(Saved data entries)
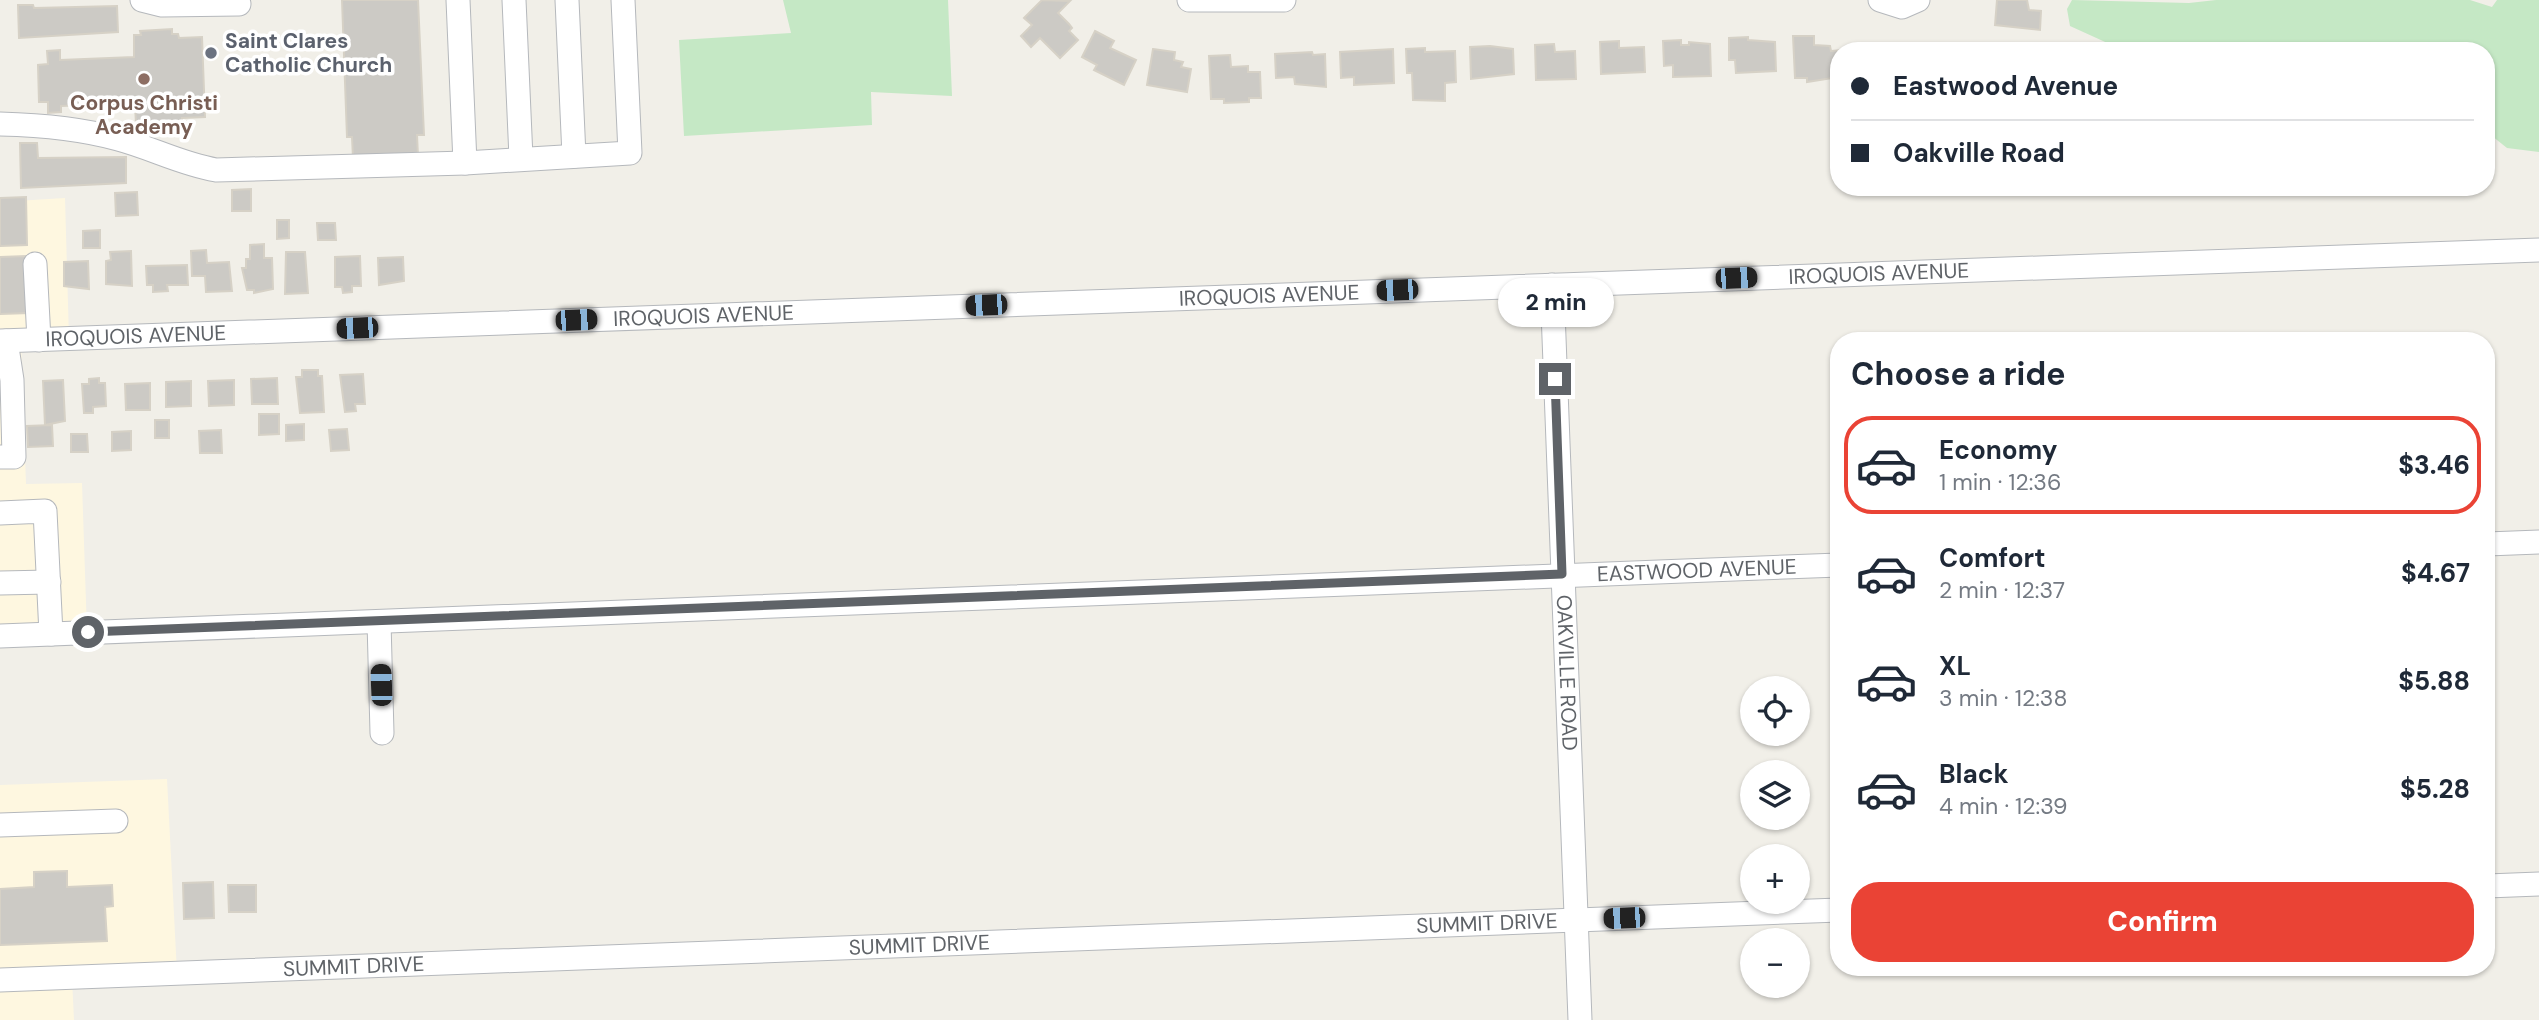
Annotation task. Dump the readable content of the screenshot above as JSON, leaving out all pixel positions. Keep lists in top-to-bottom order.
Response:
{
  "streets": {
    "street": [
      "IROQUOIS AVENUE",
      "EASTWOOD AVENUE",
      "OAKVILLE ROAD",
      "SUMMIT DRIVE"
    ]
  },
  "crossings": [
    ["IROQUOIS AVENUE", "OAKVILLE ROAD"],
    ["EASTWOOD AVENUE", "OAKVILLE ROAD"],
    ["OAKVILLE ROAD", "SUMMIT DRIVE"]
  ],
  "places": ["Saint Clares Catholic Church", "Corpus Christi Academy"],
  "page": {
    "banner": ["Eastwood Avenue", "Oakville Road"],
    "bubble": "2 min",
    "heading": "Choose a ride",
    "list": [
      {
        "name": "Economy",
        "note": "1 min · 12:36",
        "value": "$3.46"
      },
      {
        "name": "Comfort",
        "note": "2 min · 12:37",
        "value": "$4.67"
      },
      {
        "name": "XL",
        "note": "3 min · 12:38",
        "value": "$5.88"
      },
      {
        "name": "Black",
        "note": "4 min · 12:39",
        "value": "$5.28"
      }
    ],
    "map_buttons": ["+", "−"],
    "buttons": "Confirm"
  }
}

### EXERCISE REQUIREMENTS
Nothing but the pictures is to be left out; repeat the data exactly.

### WRITTEN REPLY
Annotation task. Dump the readable content of the screenshot above as JSON, leaving out all pixel positions. Keep lists in top-to-bottom order.
Response:
{
  "streets": {
    "street": [
      "IROQUOIS AVENUE",
      "EASTWOOD AVENUE",
      "OAKVILLE ROAD",
      "SUMMIT DRIVE"
    ]
  },
  "crossings": [
    ["IROQUOIS AVENUE", "OAKVILLE ROAD"],
    ["EASTWOOD AVENUE", "OAKVILLE ROAD"],
    ["OAKVILLE ROAD", "SUMMIT DRIVE"]
  ],
  "places": ["Saint Clares Catholic Church", "Corpus Christi Academy"],
  "page": {
    "banner": ["Eastwood Avenue", "Oakville Road"],
    "bubble": "2 min",
    "heading": "Choose a ride",
    "list": [
      {
        "name": "Economy",
        "note": "1 min · 12:36",
        "value": "$3.46"
      },
      {
        "name": "Comfort",
        "note": "2 min · 12:37",
        "value": "$4.67"
      },
      {
        "name": "XL",
        "note": "3 min · 12:38",
        "value": "$5.88"
      },
      {
        "name": "Black",
        "note": "4 min · 12:39",
        "value": "$5.28"
      }
    ],
    "map_buttons": ["+", "−"],
    "buttons": "Confirm"
  }
}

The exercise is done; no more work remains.